Key performance goals of the latest user fee agreement
- Significant improvements for total review time goals, which will lower the total time goal for 510(k)s and PMAs to historical norms.
- Greater accountability through two independent analyses of FDA’s management of the review process – one at the beginning and one at the end of the MDUFA IV timeline – and implementation by the agency of a quality system management approach to the device review process. FDA’s quarterly and annual reporting requirements have been enhanced as well.
- Further process enhancementsto increase the consistency and timeliness of the review process. These include FDA commitments to provide feedback to companies at least five days prior to a pre-submission meeting; a requirement to document the rationale for issuing a deficiency letter; implementation of a standards conformity assessment program; and a pilot to assess the effectiveness of real-world evidence to support premarket activities.
Industry Response
The Advanced Medical Technology Association (AdvaMed) praised several process improvements included in the agreement, stressing they would lead to greater efficiency, consistency and accountability in the agency’s device review process.
Key among the process improvements in the agreement is a new goal under which FDA commits to providing meaningful written feedback to companies at least five days prior to a scheduled pre-submission meeting. The agency also will update its guidance on the pre-submission process. In addition, for the first time, FDA will be required to document the scientific rationale for issuing a deficiency letter to a sponsor.
The agreement will increase patient input into the regulatory process by leveraging public-private partnerships and allowing for the voluntary use of publicly available and validated Patient Preference Information (PPI) or Patient Reported Outcomes (PRO) in device regulatory submissions.

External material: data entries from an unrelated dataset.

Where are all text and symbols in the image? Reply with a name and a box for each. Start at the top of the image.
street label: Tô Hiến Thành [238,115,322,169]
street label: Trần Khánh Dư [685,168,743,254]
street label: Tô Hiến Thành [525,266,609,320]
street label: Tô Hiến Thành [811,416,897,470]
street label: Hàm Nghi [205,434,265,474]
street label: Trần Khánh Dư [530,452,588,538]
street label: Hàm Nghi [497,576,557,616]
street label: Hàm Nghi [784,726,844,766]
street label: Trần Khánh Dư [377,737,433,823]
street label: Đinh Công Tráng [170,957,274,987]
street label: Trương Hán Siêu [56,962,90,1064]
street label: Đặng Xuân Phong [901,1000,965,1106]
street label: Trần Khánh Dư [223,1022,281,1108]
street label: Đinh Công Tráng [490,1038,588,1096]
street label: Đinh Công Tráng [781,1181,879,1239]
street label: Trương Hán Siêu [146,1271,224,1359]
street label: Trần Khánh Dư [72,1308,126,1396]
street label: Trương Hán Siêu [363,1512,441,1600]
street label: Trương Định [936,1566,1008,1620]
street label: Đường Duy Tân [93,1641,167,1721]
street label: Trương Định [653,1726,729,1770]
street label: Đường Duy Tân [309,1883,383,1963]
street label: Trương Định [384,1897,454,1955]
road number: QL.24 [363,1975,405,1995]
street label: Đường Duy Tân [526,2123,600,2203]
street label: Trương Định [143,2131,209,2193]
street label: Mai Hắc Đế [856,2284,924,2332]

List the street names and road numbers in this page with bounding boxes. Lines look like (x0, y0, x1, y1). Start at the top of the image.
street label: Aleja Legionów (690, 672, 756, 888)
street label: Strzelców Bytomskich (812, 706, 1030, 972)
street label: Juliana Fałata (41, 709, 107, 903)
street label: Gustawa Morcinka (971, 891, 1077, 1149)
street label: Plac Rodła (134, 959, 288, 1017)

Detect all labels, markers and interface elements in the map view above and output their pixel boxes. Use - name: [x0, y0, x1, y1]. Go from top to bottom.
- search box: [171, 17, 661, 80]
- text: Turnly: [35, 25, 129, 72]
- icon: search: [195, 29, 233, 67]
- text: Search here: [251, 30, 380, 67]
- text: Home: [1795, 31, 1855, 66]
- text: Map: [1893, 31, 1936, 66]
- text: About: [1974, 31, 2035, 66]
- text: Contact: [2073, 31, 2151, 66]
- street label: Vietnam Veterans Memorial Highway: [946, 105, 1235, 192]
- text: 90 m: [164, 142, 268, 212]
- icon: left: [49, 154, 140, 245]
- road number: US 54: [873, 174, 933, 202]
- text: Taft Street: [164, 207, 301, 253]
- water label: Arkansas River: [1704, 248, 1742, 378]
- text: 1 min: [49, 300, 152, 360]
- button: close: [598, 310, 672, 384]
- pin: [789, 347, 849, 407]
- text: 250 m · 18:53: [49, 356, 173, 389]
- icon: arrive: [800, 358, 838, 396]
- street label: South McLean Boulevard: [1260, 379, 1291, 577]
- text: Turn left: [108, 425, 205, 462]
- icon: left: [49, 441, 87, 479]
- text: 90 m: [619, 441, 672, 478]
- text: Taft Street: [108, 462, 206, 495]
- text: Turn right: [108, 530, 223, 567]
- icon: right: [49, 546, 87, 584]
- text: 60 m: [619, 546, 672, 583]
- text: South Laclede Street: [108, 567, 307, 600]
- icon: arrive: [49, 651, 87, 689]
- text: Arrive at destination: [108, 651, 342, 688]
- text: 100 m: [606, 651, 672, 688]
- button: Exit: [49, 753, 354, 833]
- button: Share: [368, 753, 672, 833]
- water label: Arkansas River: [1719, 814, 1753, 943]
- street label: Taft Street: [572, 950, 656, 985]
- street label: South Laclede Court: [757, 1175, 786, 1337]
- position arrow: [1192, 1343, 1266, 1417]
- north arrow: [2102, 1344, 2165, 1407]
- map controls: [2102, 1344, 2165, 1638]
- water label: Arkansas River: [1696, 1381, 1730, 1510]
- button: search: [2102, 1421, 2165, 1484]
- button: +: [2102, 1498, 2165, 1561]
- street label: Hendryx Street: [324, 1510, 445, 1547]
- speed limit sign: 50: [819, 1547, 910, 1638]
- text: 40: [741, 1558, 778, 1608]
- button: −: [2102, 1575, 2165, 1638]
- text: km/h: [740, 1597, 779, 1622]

In addition, user fee funds will be dedicated to developing expertise within FDA’s device center to respond to submissions with PPI and PRO information.
“Industry strongly supports the expanded input and involvement the patient community will have in the device regulatory process under this agreement,” said Scott Whitaker, AdvaMed president and CEO. “Properly validated PPI and PRO information can play an enormous role in fostering medical technology innovation and improving patient care.”
“Likewise, we believe there is great potential in the use of real-world evidence to improve patient care, but it is important to ensure that any such data is valid and accurate. We look forward to the results of the pilot program to assess the potential of these additional data sources.”
“This agreement is a big win for patients, industry and the agency, throughout the course of MDUFA IV,” said Medical Imaging & Technology Alliance (MITA) board chairman Nelson Mendes, who is also president and CEO of Ziehm Imaging in Orlando. “As the medical imaging industry continues to innovate at a fast rate, providing the FDA with the necessary resources to keep pace with life-saving technology through digital health and standards initiatives will ensure that patients have timely access to the most innovative devices and diagnostics necessary for the public health.”
FDA Supportive
“MDUFA IV is the result of more than a year of public input and negotiations with industry, laboratory, patient, and consumer representatives,” said Jeffrey Shuren, M.D., director of the FDA’s Center for Devices and Radiological Health. “This draft agreement represents a substantial investment in the future of the agency’s medical device program and reflects the efforts the FDA has made to meet or exceed its performance goals and to help speed patient access to safe and effective medical devices. This funding will also improve the collection of real-world evidence from different sources across the medical device lifecycle, such as registries, electronic health records, and other digital sources.”